• Stored data
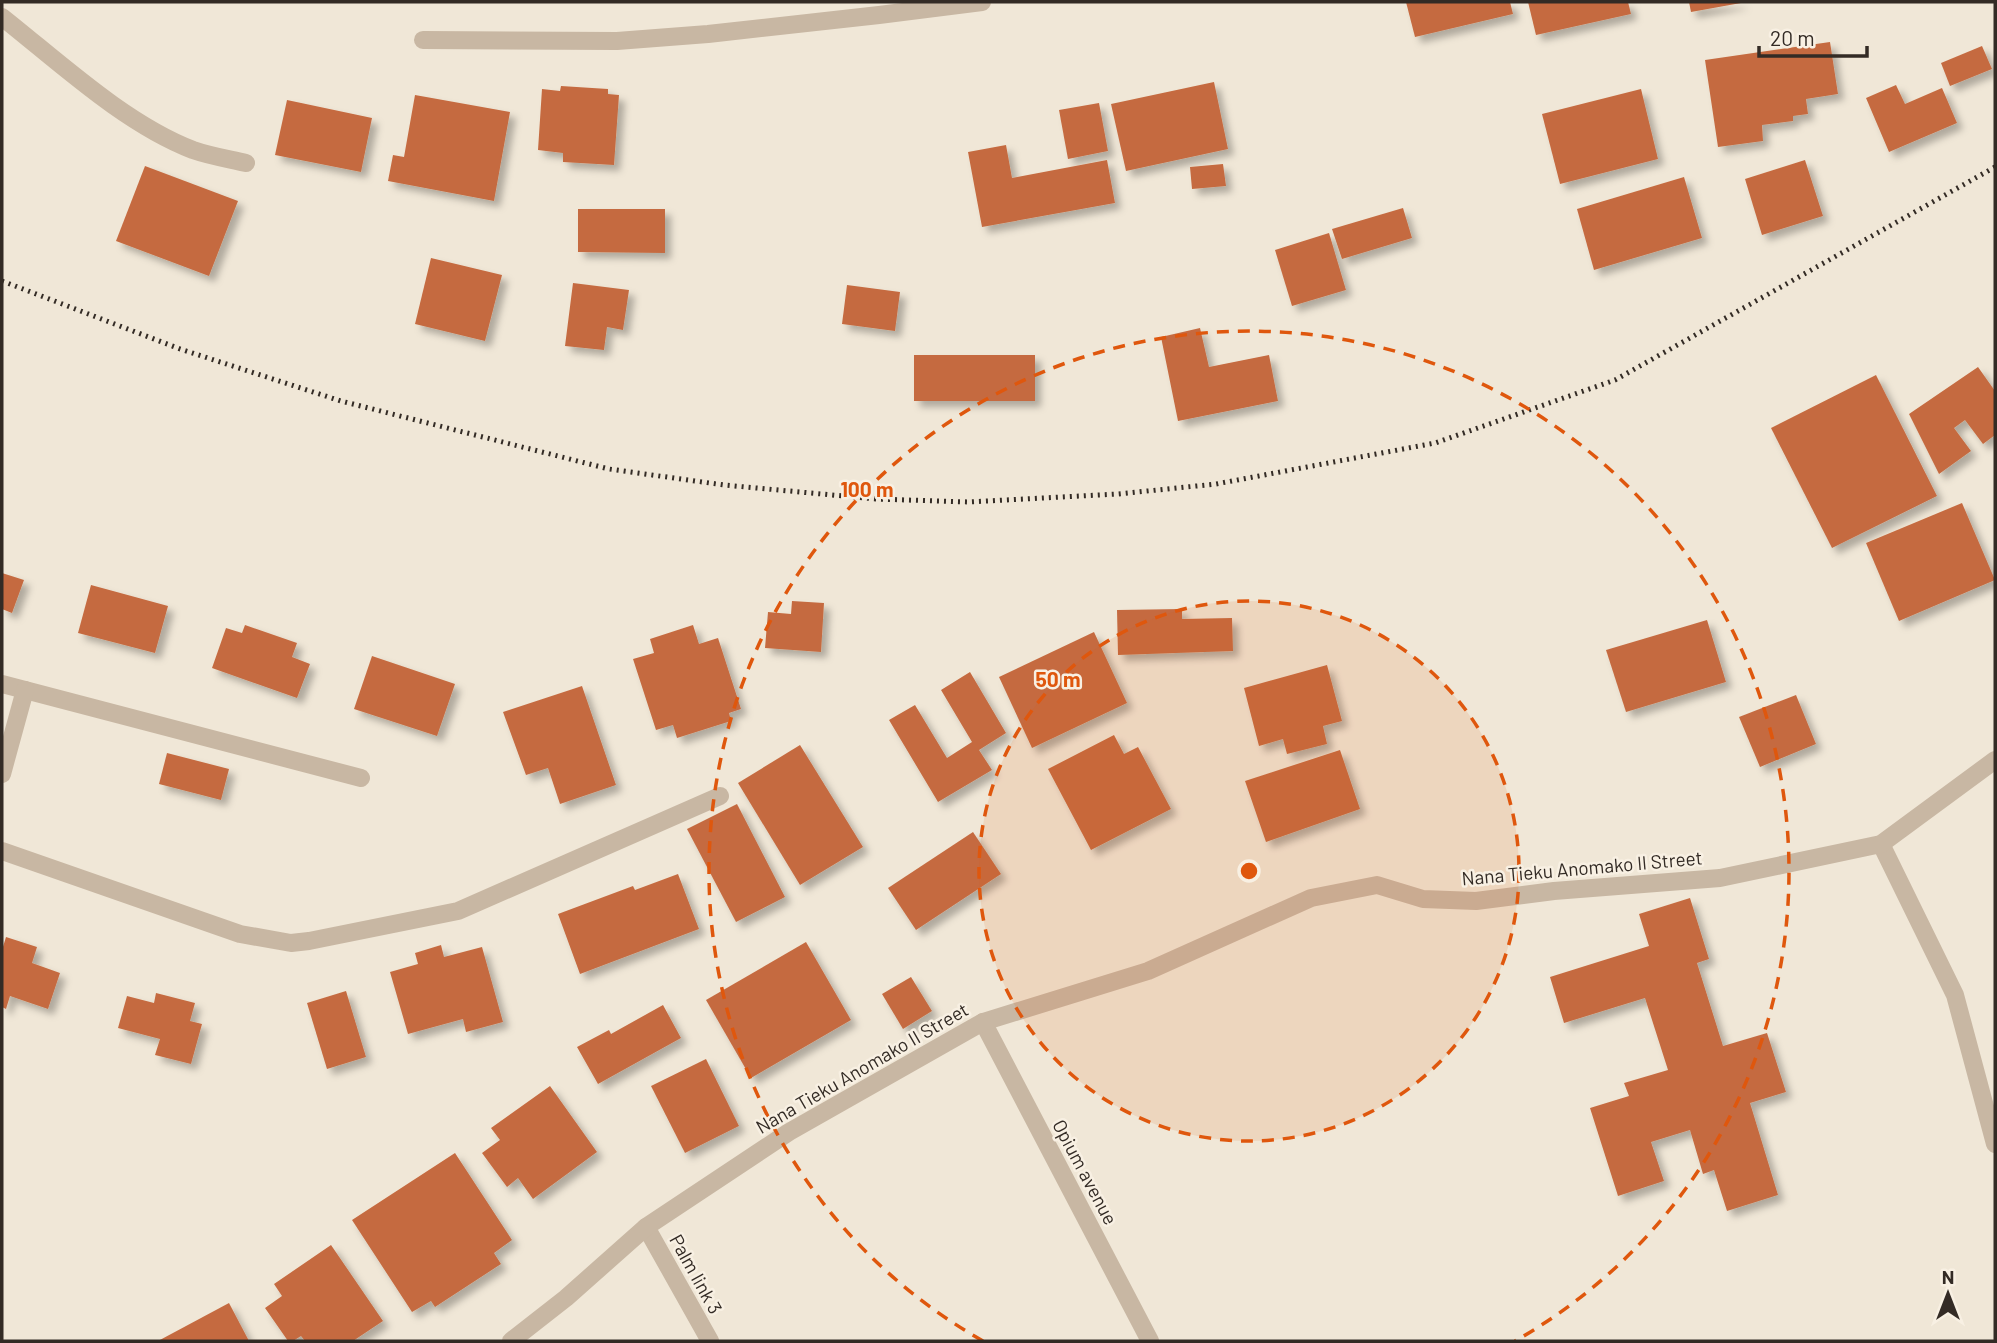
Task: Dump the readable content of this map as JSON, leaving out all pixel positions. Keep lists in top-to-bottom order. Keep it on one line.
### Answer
{"streets":{"street":["Nana Tieku Anomako II Street","Opium avenue","Palm link 3"]},"crossings":[["Nana Tieku Anomako II Street","Opium avenue"],["Nana Tieku Anomako II Street","Palm link 3"]],"scale_bar":"20 m","north":"top","rings":["100 m","50 m"]}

• Task objective
In the copy, include no pictures, but repeat the listing exactly.

• Result for this exercise
Task: Dump the readable content of this map as JSON, leaving out all pixel positions. Keep lists in top-to-bottom order. Keep it on one line.
### Answer
{"streets":{"street":["Nana Tieku Anomako II Street","Opium avenue","Palm link 3"]},"crossings":[["Nana Tieku Anomako II Street","Opium avenue"],["Nana Tieku Anomako II Street","Palm link 3"]],"scale_bar":"20 m","north":"top","rings":["100 m","50 m"]}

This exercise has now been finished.